Nikoloz Kutateladze

Personal information
- Date of birth: 19 March 2001 (age 25)
- Place of birth: Tbilisi, Georgia
- Height: 1.84 m (6 ft 0 in)
- Position: Centre-forward

Team information
- Current team: FCI Levadia
- Number: 9

Youth career
- 2009–2011: Sparta Prague
- 2011–2016: Lille
- 2017–2018: Paris Saint-Germain
- 2018: Anzhi Makhachkala
- 2019–2022: Spartak Moscow

Senior career*
- Years: Team / Apps / (Gls)
- 2019–2022: Spartak-2 Moscow / 22 / (0)
- 2022–2023: Rodez / 0 / (0)
- 2022–2023: Rodez II / 7 / (1)
- 2023–2026: Pari Nizhny Novgorod / 21 / (2)
- 2024: Pari NN-2 Nizhny Novgorod / 3 / (0)
- 2025: → Dinamo Tbilisi (loan) / 7 / (0)
- 2025–2026: → Kolkheti-1913 Poti (loan) / 12 / (1)
- 2026: Rustavi / 14 / (1)
- 2026: FCI Levadia / 0 / (0)

International career
- 2017: Georgia U17 / 5 / (0)

= Nikoloz Kutateladze =

Georgian footballer

Nikoloz Kutateladze (ნიკოლოზ ქუთათელაძე; born 19 March 2001) is a Georgian footballer who plays as a centre-forward for Meistriliiga club FCI Levadia.

==Club career==
He made his debut in the Russian Football National League for Spartak-2 Moscow on 13 November 2019 in a game against Armavir.

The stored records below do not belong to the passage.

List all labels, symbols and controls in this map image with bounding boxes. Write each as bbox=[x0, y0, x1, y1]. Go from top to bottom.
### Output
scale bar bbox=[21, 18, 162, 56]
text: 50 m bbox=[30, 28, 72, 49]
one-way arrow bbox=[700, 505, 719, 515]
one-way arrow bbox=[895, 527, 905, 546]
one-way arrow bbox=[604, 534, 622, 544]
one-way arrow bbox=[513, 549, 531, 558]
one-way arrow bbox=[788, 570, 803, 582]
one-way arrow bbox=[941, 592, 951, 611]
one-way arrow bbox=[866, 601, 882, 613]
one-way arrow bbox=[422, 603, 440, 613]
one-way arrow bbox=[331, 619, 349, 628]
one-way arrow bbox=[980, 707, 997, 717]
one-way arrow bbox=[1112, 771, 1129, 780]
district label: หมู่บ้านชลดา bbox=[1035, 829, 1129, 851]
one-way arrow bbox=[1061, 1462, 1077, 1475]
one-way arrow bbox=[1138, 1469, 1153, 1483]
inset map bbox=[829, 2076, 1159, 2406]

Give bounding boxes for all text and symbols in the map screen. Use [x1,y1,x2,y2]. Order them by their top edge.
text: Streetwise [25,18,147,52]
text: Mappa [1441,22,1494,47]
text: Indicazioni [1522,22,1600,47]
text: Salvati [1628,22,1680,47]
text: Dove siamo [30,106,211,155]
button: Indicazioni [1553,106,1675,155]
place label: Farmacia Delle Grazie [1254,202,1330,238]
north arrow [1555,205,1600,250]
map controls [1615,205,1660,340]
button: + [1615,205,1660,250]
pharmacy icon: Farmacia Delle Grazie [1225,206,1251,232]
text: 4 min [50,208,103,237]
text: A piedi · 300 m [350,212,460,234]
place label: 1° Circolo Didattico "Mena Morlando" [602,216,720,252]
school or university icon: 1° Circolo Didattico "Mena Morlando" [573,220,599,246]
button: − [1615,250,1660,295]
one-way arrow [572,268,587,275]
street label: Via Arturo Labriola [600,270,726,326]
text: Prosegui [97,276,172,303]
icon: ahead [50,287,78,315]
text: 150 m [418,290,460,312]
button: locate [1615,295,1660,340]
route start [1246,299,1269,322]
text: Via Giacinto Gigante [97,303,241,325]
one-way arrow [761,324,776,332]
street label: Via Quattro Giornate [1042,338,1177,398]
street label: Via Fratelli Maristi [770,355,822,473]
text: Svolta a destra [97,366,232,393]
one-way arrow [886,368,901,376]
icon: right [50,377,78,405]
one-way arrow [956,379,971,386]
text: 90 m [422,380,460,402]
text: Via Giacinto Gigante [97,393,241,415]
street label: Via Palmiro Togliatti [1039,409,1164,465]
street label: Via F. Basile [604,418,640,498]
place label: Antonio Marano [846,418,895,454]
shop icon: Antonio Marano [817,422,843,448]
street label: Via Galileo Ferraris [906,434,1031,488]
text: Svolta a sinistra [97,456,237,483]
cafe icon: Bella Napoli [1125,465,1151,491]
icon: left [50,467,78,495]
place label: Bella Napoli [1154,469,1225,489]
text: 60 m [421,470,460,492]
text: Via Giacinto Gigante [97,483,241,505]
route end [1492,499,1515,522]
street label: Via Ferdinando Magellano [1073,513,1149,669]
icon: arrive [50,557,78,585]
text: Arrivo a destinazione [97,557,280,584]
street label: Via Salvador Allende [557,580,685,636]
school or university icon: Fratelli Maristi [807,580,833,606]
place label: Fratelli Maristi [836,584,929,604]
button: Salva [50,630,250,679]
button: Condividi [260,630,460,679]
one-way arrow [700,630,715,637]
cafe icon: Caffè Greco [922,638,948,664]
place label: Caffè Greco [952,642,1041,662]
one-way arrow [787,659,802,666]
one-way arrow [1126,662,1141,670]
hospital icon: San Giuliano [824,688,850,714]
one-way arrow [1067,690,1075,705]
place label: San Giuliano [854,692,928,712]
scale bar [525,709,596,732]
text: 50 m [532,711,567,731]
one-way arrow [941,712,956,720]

On 28 July 2022, Kutateladze signed with Rodez in France for two seasons.

On 7 September 2023, Kutateladze joined Russian Premier League club Pari Nizhny Novgorod on a three-year contract. On his debut on 15 September 2023, he scored a late equalizer in a 1–1 away draw against Dynamo Moscow.

On 15 February 2025, Dinamo Tbilisi announced the signing of Kutateladze on loan from Pari NN until the end of the year.

On 4 February 2026, the contract with Pari NN was mutually terminated. On the next day, Kutateladze signed with Rustavi.

==Career statistics==

Appearances and goals by club, season and competition
| Club | Season | League |  |  | Cup |  | Continental |  | Other |  | Total |  |
| League | Apps | Goals | Apps | Goals | Apps | Goals | Apps | Goals | Apps | Goals |
| Spartak-2 Moscow | 2019–20 | Russian First League | 2 | 0 | — |  | — |  | — |  | 2 | 0 |
| 2020–21 | Russian First League | 2 | 0 | — |  | — |  | — |  | 2 | 0 |
| 2021–22 | Russian First League | 18 | 0 | — |  | — |  | — |  | 18 | 0 |
| Total |  | 22 | 0 | — |  | — |  | — |  | 22 | 0 |
| Rodez II | 2022–23 | Championnat National 3 | 7 | 1 | — |  | — |  | — |  | 7 | 1 |
| Rodez | 2022–23 | Ligue 2 | 0 | 0 | 0 | 0 | — |  | — |  | 0 | 0 |
| Nizhny Novgorod | 2023–24 | Russian Premier League | 18 | 2 | 3 | 0 | — |  | 2 | 0 | 23 | 2 |
| 2024–25 | Russian Premier League | 3 | 0 | 2 | 0 | — |  | — |  | 5 | 0 |
| Total |  | 21 | 2 | 5 | 0 | — |  | 2 | 0 | 28 | 2 |
| Career total |  |  | 50 | 3 | 5 | 0 | 0 | 0 | 2 | 0 | 57 | 3 |

==Honours==
Individual
- Russian Premier League goal of the month: September 2023 (Dynamo Moscow – Pari Nizhny Novgorod 1–1, 15 September 2023).